## Required work
Below are some records. Set each one down exactly as it reads.
:: Source data ::
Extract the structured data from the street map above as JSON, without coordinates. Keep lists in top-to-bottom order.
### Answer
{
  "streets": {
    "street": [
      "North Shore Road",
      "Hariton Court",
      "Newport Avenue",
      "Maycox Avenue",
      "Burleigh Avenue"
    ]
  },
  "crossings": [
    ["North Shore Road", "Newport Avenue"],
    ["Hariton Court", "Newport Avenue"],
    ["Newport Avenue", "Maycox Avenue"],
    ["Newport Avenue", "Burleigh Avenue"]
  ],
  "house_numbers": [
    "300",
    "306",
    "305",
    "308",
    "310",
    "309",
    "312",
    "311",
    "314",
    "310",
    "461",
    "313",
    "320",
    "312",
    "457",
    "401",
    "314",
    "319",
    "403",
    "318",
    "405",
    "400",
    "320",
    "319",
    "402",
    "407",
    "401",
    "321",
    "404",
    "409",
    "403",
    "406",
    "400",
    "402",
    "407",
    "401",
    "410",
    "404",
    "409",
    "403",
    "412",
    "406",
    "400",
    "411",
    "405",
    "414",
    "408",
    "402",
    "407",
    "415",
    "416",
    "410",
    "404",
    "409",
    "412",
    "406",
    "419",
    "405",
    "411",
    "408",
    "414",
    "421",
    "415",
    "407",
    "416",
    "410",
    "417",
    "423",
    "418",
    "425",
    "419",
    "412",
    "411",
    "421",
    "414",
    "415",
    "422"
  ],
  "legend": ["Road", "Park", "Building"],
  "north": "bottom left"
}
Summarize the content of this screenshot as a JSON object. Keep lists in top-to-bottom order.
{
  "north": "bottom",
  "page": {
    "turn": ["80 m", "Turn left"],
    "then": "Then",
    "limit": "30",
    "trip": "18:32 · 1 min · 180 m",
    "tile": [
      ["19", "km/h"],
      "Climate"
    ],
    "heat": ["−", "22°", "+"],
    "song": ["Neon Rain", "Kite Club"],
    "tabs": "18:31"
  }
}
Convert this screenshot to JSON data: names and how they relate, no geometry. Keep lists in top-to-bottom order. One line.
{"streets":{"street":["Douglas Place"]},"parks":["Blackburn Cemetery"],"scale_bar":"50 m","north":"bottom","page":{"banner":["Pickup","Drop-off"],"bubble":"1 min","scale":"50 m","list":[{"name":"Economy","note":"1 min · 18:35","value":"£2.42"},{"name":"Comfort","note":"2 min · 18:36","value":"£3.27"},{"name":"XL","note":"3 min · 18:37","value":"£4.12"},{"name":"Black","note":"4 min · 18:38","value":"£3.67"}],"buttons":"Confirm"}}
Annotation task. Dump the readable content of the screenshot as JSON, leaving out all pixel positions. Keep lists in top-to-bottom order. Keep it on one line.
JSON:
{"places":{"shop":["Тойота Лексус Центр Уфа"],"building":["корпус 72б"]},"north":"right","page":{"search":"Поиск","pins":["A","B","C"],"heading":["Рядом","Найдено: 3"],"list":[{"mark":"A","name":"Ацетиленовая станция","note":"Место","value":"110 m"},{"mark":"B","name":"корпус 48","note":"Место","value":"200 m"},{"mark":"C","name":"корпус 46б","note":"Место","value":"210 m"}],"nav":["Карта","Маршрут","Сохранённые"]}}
:::
## Result below
Extract the structured data from the street map above as JSON, without coordinates. Keep lists in top-to-bottom order.
### Answer
{
  "streets": {
    "street": [
      "North Shore Road",
      "Hariton Court",
      "Newport Avenue",
      "Maycox Avenue",
      "Burleigh Avenue"
    ]
  },
  "crossings": [
    ["North Shore Road", "Newport Avenue"],
    ["Hariton Court", "Newport Avenue"],
    ["Newport Avenue", "Maycox Avenue"],
    ["Newport Avenue", "Burleigh Avenue"]
  ],
  "house_numbers": [
    "300",
    "306",
    "305",
    "308",
    "310",
    "309",
    "312",
    "311",
    "314",
    "310",
    "461",
    "313",
    "320",
    "312",
    "457",
    "401",
    "314",
    "319",
    "403",
    "318",
    "405",
    "400",
    "320",
    "319",
    "402",
    "407",
    "401",
    "321",
    "404",
    "409",
    "403",
    "406",
    "400",
    "402",
    "407",
    "401",
    "410",
    "404",
    "409",
    "403",
    "412",
    "406",
    "400",
    "411",
    "405",
    "414",
    "408",
    "402",
    "407",
    "415",
    "416",
    "410",
    "404",
    "409",
    "412",
    "406",
    "419",
    "405",
    "411",
    "408",
    "414",
    "421",
    "415",
    "407",
    "416",
    "410",
    "417",
    "423",
    "418",
    "425",
    "419",
    "412",
    "411",
    "421",
    "414",
    "415",
    "422"
  ],
  "legend": ["Road", "Park", "Building"],
  "north": "bottom left"
}
Summarize the content of this screenshot as a JSON object. Keep lists in top-to-bottom order.
{
  "north": "bottom",
  "page": {
    "turn": ["80 m", "Turn left"],
    "then": "Then",
    "limit": "30",
    "trip": "18:32 · 1 min · 180 m",
    "tile": [
      ["19", "km/h"],
      "Climate"
    ],
    "heat": ["−", "22°", "+"],
    "song": ["Neon Rain", "Kite Club"],
    "tabs": "18:31"
  }
}
Convert this screenshot to JSON data: names and how they relate, no geometry. Keep lists in top-to-bottom order. One line.
{"streets":{"street":["Douglas Place"]},"parks":["Blackburn Cemetery"],"scale_bar":"50 m","north":"bottom","page":{"banner":["Pickup","Drop-off"],"bubble":"1 min","scale":"50 m","list":[{"name":"Economy","note":"1 min · 18:35","value":"£2.42"},{"name":"Comfort","note":"2 min · 18:36","value":"£3.27"},{"name":"XL","note":"3 min · 18:37","value":"£4.12"},{"name":"Black","note":"4 min · 18:38","value":"£3.67"}],"buttons":"Confirm"}}
Annotation task. Dump the readable content of the screenshot as JSON, leaving out all pixel positions. Keep lists in top-to-bottom order. Keep it on one line.
JSON:
{"places":{"shop":["Тойота Лексус Центр Уфа"],"building":["корпус 72б"]},"north":"right","page":{"search":"Поиск","pins":["A","B","C"],"heading":["Рядом","Найдено: 3"],"list":[{"mark":"A","name":"Ацетиленовая станция","note":"Место","value":"110 m"},{"mark":"B","name":"корпус 48","note":"Место","value":"200 m"},{"mark":"C","name":"корпус 46б","note":"Место","value":"210 m"}],"nav":["Карта","Маршрут","Сохранённые"]}}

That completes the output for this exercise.